++++ Data in this exercise ++++

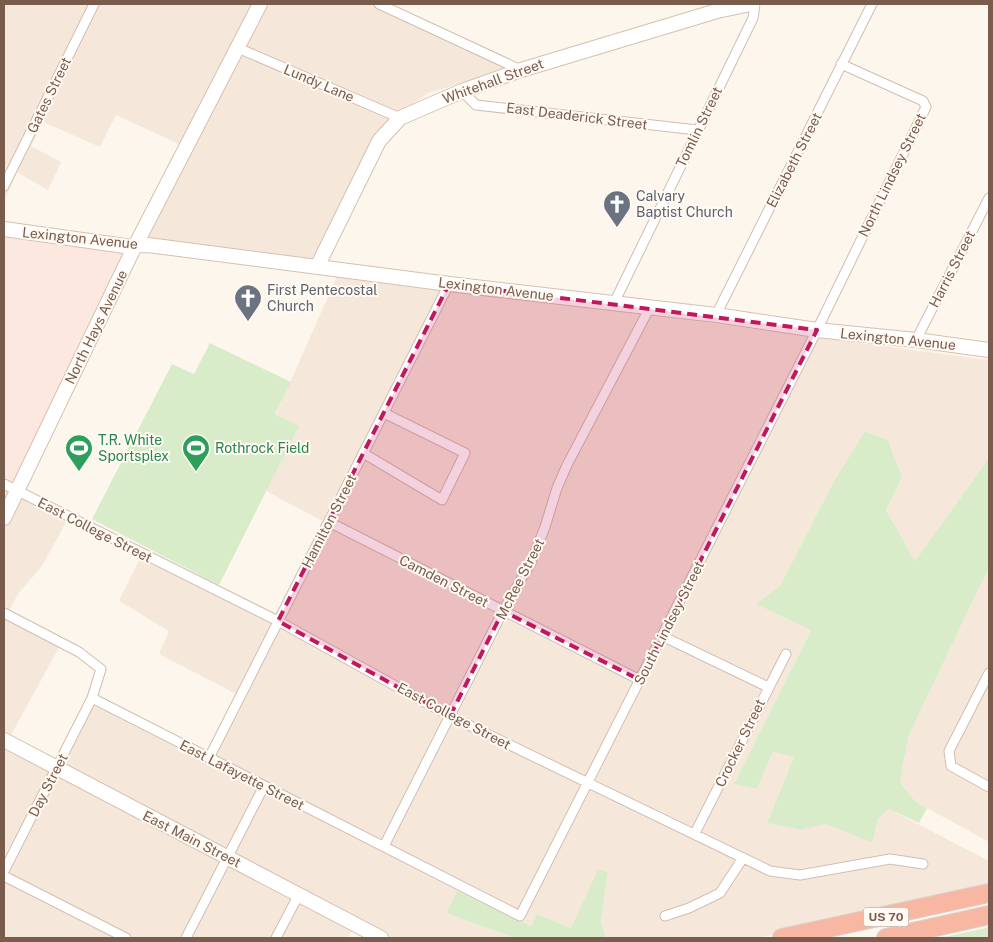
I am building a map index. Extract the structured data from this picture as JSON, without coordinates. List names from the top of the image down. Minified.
{"streets":{"highway":["US 70"],"street":["Whitehall Street","Lundy Lane","Gates Street","East Deaderick Street","Tomlin Street","Elizabeth Street","North Lindsey Street","Lexington Avenue","Harris Street","North Hays Avenue","Hamilton Street","East College Street","McRee Street","Camden Street","South Lindsey Street","Crocker Street","East Lafayette Street","Day Street","East Main Street"]},"crossings":[["Whitehall Street","Lundy Lane"],["Whitehall Street","East Deaderick Street"],["Whitehall Street","Tomlin Street"],["Whitehall Street","Lexington Avenue"],["Lundy Lane","North Hays Avenue"],["East Deaderick Street","Tomlin Street"],["Tomlin Street","Lexington Avenue"],["Elizabeth Street","North Lindsey Street"],["Elizabeth Street","Lexington Avenue"],["North Lindsey Street","Lexington Avenue"],["North Lindsey Street","South Lindsey Street"],["Lexington Avenue","Harris Street"],["Lexington Avenue","North Hays Avenue"],["Lexington Avenue","Hamilton Street"],["Lexington Avenue","McRee Street"],["Lexington Avenue","South Lindsey Street"],["North Hays Avenue","East College Street"],["Hamilton Street","East College Street"],["Hamilton Street","Camden Street"],["Hamilton Street","East Lafayette Street"],["East College Street","McRee Street"],["East College Street","South Lindsey Street"],["East College Street","Crocker Street"],["McRee Street","Camden Street"],["McRee Street","East Lafayette Street"],["Camden Street","South Lindsey Street"],["South Lindsey Street","East Lafayette Street"],["East Lafayette Street","Day Street"],["Day Street","East Main Street"]],"places":{"church":["Calvary Baptist Church","First Pentecostal Church"],"sports":["T.R. White Sportsplex","Rothrock Field"]}}
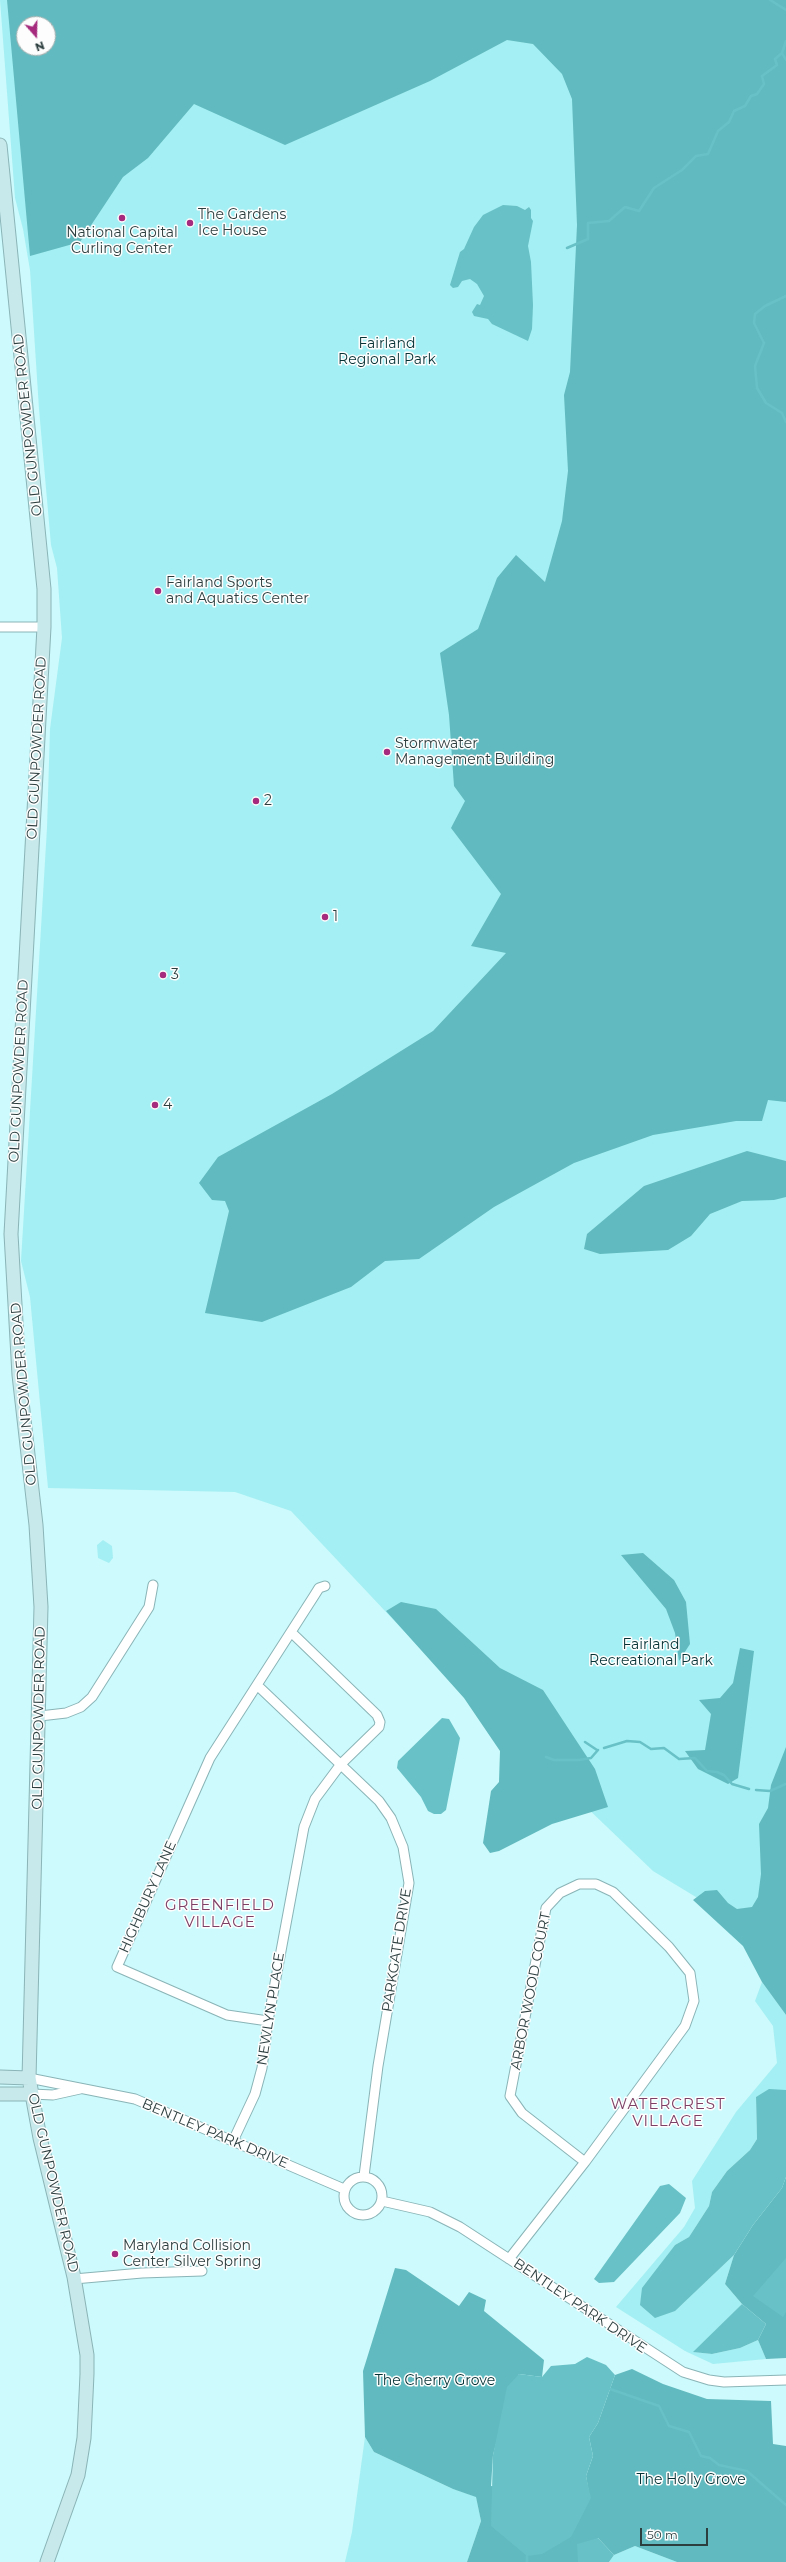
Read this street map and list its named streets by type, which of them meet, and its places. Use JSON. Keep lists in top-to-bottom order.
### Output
{
  "streets": {
    "main road": ["OLD GUNPOWDER ROAD"],
    "street": [
      "HIGHBURY LANE",
      "PARKGATE DRIVE",
      "ARBOR WOOD COURT",
      "NEWLYN PLACE",
      "BENTLEY PARK DRIVE"
    ]
  },
  "crossings": [
    ["OLD GUNPOWDER ROAD", "BENTLEY PARK DRIVE"],
    ["HIGHBURY LANE", "PARKGATE DRIVE"],
    ["HIGHBURY LANE", "NEWLYN PLACE"],
    ["PARKGATE DRIVE", "NEWLYN PLACE"],
    ["PARKGATE DRIVE", "BENTLEY PARK DRIVE"],
    ["ARBOR WOOD COURT", "BENTLEY PARK DRIVE"],
    ["NEWLYN PLACE", "BENTLEY PARK DRIVE"]
  ],
  "districts": ["GREENFIELD VILLAGE", "WATERCREST VILLAGE"],
  "parks": [
    "Fairland Regional Park",
    "Fairland Recreational Park",
    "The Cherry Grove",
    "The Holly Grove"
  ],
  "places": [
    "National Capital Curling Center",
    "The Gardens Ice House",
    "Fairland Sports and Aquatics Center",
    "Stormwater Management Building",
    "2",
    "1",
    "3",
    "4",
    "Maryland Collision Center Silver Spring"
  ],
  "scale_bar": "50 m",
  "north": "bottom"
}
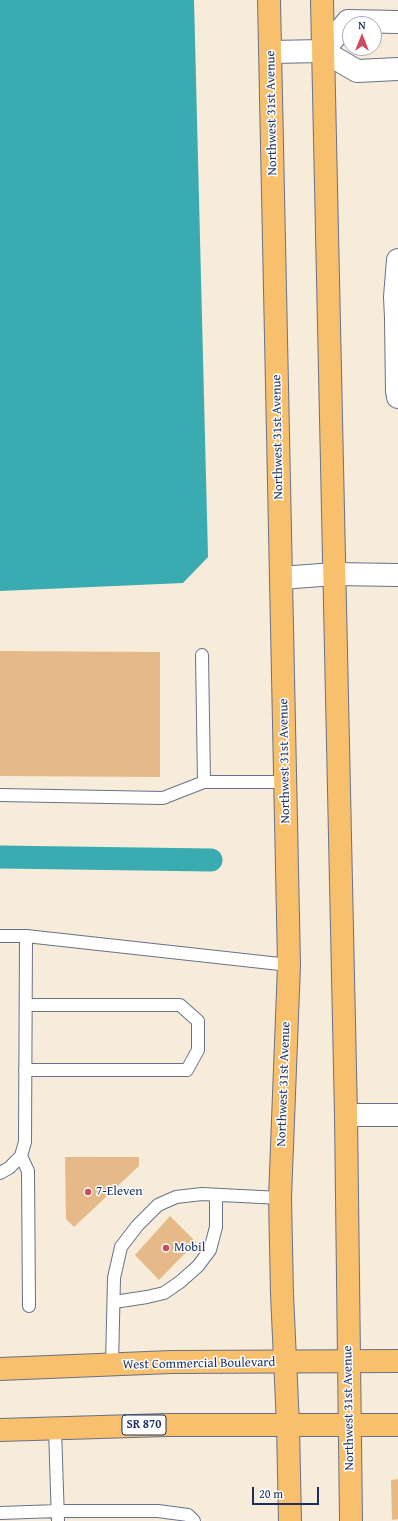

++++

§ Directions
Which lines of the entries above contain the word "ARBOR"? Copy each of them.

§ Solution to the exercise
      "ARBOR WOOD COURT",
    ["ARBOR WOOD COURT", "BENTLEY PARK DRIVE"],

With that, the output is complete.